# Apple TV et canalplay



## Somchay (29 Novembre 2013)

Bonjour,

Habitant à l'étranger (Thailande), je suis à la recherche d'un moyen pour visionner des films en français sur ma télé en utilisant une connexion wifi. 

J'étudie donc la possibilité Apple TV + abonnement mensuel à canalplay pour 9,99 euros en promo actuellement. Mais je ne suis pas encore sûr d'avoir bien compris le fonctionnement du système... Est-ce qu'en achetant l'Apple TV et en souscrivant à un abonnement sur canalplay (même en Thailande, je suis sur le store français d'Apple), je pourrai en effet visionner des films en français et est-ce que ce système fonctionne bien avec le wifi ?

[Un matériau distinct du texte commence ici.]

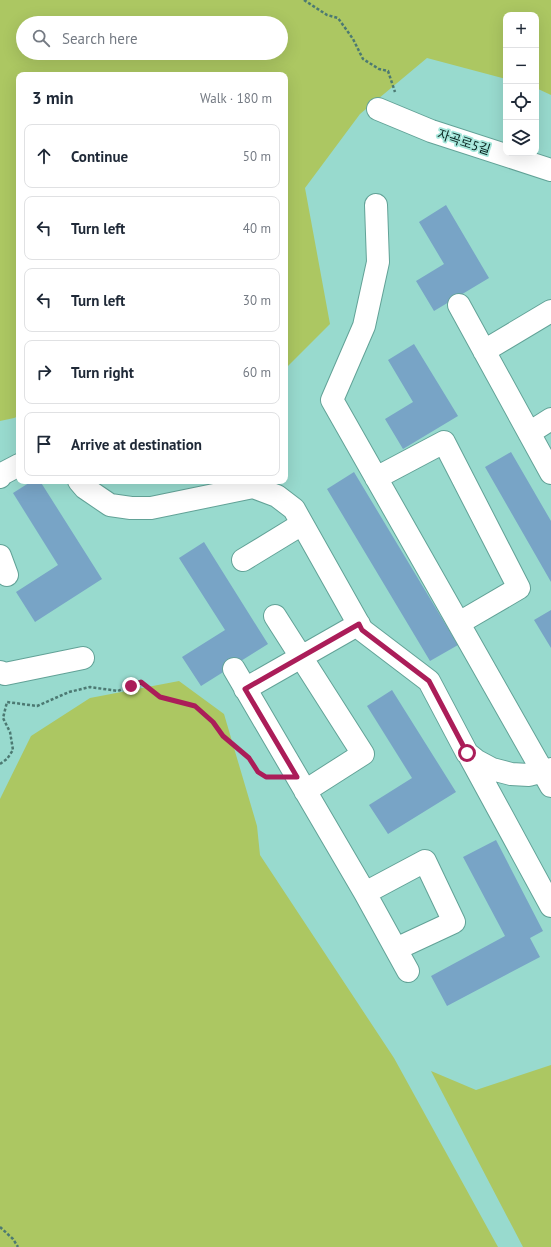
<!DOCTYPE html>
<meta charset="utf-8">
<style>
body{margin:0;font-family:"PT Sans","Noto Sans KR",sans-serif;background:#f2f2f3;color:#1f2937}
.controls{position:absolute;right:12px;top:12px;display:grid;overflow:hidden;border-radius:8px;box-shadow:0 4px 16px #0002}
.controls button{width:36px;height:36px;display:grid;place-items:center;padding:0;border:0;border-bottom:1px solid #e0e1e3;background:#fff;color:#1f2937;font:20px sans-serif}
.stop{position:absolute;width:12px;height:12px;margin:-9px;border:3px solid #ab1d59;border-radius:50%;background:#fff}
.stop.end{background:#ab1d59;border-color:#fff;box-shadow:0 1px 4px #0008}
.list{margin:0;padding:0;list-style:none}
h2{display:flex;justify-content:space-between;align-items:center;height:52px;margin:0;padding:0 16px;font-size:17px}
h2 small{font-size:13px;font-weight:400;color:#747a83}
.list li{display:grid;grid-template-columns:26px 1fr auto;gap:12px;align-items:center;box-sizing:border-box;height:64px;margin:0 8px 8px;padding:0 8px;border:1px solid #e0e1e3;border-radius:8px}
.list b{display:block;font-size:15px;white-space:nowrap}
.list em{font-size:13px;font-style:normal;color:#747a83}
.icon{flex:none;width:22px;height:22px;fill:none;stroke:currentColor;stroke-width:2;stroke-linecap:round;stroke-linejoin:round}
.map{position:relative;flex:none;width:551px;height:1247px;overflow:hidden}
.search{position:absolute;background:#fff;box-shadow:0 4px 16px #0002;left:16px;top:16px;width:272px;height:44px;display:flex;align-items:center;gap:10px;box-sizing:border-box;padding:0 14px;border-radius:22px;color:#747a83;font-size:15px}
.panel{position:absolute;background:#fff;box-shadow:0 4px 16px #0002;left:16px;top:72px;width:272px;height:412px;border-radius:8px}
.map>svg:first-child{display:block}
</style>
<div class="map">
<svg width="551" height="1247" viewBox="0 0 551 1247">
<rect width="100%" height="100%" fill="#98dace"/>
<path fill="#acc762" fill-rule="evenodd" d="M0 0H551V95L536 88V15H506V79L427 58 360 114 305 188 330 324 285 369V75H19V416L14 418 0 421ZM23 23H281V53H23Z
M179 681 224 714 257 826 260 855 394 1058 498 1247H0V799L31 736 90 698Z
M551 1065V1247H523L431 1071 476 1090Z"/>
<path fill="#78a4c6" d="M446 205 489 278 434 311 416 281 444 264 419 222Z
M414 344 458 416 403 449 385 419 413 402 388 360Z
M511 452 551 521V582L485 467Z
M354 472 458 645 430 661 327 489Z
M32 481H40L102 579 35 622 16 592 58 565 13 493Z
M204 542 268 644 201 686 182 657 225 630 179 558Z
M551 610V648L534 620Z
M392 690 456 792 388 834 369 805 412 778 367 706Z
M496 840 543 931 530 938 540 957 447 1006 431 976 505 936 463 857Z"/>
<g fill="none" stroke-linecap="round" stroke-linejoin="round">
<defs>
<path id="minor" d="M378 109 431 131 551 170
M376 205 378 262 364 326 332 400 551 786
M459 305 551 473
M484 351 551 311
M529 433 551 419
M0 477 2 474 19 465
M376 478 444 442 519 588 459 623
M79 481 85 488 110 505 131 508H151L253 487 277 496 294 509 362 630 429 681 467 753 477 761 492 769 511 774 529 775 551 769
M0 556 7 575
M243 560 302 524
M275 616 363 754 305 791
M234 669 365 893 408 971
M0 672 5 674 83 658
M245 689 359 624
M470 757 551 906
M365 893 425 861 454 922 396 949"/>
</defs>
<use href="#minor" stroke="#62a297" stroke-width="24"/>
<path stroke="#4c7972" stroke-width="2.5" stroke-dasharray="3 2" stroke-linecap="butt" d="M304 0 327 15 338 18 353 39 363 59 379 69 388 71 395 92
M0 764 7 759 13 750 10 732 3 718 7 702 37 706 69 692 90 687 118 691 141 681 160 697 195 706 213 722 223 736 249 758 258 772 266 777H271
M0 1227 13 1239 18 1247"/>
<use href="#minor" stroke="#fff" stroke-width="22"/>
</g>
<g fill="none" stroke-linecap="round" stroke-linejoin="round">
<path stroke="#ab1d59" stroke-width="5" d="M131 686 141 682 160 697 195 706 213 722 223 736 249 758 258 772 266 777H297L245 689 359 624 362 630 429 681 467 753"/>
</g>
<g text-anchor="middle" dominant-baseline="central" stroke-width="3.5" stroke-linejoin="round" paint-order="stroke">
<g font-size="13" fill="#0b2622" stroke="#a5e7db">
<text transform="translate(464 142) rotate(18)">자곡로5길</text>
</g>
</g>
</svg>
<div class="controls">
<button>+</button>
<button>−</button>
<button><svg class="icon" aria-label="locate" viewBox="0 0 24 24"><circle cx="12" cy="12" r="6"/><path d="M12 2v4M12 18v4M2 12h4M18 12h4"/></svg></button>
<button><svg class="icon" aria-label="layers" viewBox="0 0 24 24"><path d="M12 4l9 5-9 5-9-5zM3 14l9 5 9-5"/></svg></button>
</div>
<div class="stop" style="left:467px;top:753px"></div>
<div class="stop end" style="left:131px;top:686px"></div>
<div class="search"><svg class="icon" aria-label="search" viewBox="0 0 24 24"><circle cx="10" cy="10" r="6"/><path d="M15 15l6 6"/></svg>Search here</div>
<section class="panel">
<h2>3 min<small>Walk · 180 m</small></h2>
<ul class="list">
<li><svg class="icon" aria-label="ahead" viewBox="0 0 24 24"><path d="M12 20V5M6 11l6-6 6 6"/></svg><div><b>Continue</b></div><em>50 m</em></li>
<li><svg class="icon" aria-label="left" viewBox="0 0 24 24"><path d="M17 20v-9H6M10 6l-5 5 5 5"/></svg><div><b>Turn left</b></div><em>40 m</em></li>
<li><svg class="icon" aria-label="left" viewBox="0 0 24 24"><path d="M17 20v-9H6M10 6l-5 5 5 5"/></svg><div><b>Turn left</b></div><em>30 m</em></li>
<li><svg class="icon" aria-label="right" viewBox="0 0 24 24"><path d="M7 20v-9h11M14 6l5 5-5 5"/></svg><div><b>Turn right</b></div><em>60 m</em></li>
<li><svg class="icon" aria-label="arrive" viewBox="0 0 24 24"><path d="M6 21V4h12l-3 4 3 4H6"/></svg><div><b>Arrive at destination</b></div></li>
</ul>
</section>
</div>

Je précise, c'est plus un abonnement mensuel que je recherche, pas vraiment le visionnage de films à la demande (VOD) car les prix me paraissent un peu élevés, surtout en voyant la pauvreté du catalogue proposé.


----------



## Powerdom (6 Décembre 2013)

Bonjour,

du moment que ton ID est attribué au store français, tu auras bien le français sur les applications de l'apple TV.
Pour le WIFI oui cela fonctionne assez correctement. il me faut parfois relancer un film qui se coupe mais dans l'ensemble c'est correct. Ne t'attends pas à trouver des films récents mais en cherchant on trouve de beaux films


----------



## mccawley2012 (6 Décembre 2013)

Pour 9,90 par mois, tu regarde ce que tu veux, quand tu veux. Série, Film, tout y passe. 

Je teste ça depuis quelques mois ( depuis que c'est disponible sur l'apple TV en fait ) et les deux premiers mois, c'est juste excellent. 

Mais par contre, après, c'est juste hyper décevant... très peu de film sont rajouté, ou alors sans intérêt... Ça bug constamment, sur l'ordinateur, l'ipad et sur l'apple tv.. Je trouve le concept excellent, c'est quelque chose que j'attendais depuis longtemps, mais ça tiens pas la route. 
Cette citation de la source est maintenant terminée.